___ Data to use
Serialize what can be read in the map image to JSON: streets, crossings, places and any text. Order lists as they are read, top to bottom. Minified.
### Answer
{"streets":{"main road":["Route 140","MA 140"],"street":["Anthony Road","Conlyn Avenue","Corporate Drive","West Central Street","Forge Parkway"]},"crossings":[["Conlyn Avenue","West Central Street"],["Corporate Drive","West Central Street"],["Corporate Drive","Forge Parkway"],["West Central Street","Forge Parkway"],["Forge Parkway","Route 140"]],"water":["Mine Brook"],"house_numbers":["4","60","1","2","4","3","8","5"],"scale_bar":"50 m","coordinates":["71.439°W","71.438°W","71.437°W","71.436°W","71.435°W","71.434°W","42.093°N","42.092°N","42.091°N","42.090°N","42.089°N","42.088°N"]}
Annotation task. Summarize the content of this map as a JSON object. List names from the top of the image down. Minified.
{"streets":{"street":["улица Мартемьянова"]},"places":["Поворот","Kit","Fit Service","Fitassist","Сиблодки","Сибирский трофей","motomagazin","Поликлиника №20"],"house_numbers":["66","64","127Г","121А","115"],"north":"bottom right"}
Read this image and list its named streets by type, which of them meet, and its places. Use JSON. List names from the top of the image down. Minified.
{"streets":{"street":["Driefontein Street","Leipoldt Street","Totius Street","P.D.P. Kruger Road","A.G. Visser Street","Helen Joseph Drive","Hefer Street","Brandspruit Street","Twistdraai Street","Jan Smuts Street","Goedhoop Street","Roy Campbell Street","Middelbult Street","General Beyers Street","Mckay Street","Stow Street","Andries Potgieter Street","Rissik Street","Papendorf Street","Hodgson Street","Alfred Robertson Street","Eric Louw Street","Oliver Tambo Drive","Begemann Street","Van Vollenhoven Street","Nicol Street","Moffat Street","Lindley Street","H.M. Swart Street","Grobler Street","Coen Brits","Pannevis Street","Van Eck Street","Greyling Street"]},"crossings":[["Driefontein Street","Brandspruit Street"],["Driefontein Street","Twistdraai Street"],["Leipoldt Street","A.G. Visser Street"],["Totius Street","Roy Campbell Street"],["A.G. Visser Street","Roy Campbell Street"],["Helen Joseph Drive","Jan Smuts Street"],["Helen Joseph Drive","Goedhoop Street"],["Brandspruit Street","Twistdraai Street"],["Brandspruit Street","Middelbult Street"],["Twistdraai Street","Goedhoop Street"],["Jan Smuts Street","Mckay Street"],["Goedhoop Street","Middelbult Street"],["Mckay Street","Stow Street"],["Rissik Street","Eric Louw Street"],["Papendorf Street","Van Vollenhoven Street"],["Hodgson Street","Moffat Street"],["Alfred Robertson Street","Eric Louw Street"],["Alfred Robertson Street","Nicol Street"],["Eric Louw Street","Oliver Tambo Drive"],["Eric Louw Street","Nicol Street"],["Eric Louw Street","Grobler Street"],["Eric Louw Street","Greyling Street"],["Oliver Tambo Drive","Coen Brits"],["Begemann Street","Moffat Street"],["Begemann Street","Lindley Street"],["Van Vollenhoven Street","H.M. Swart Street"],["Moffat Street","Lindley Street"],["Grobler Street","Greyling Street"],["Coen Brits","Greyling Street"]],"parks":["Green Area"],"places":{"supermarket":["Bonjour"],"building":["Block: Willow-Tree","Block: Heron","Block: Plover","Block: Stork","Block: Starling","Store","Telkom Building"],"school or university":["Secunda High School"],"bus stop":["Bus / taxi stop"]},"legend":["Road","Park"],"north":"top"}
______
Take the word "JSON" and find each line of the material that contains it. Copy those lines.

**Answer to this exercise:**
Serialize what can be read in the map image to JSON: streets, crossings, places and any text. Order lists as they are read, top to bottom. Minified.
Annotation task. Summarize the content of this map as a JSON object. List names from the top of the image down. Minified.
Read this image and list its named streets by type, which of them meet, and its places. Use JSON. List names from the top of the image down. Minified.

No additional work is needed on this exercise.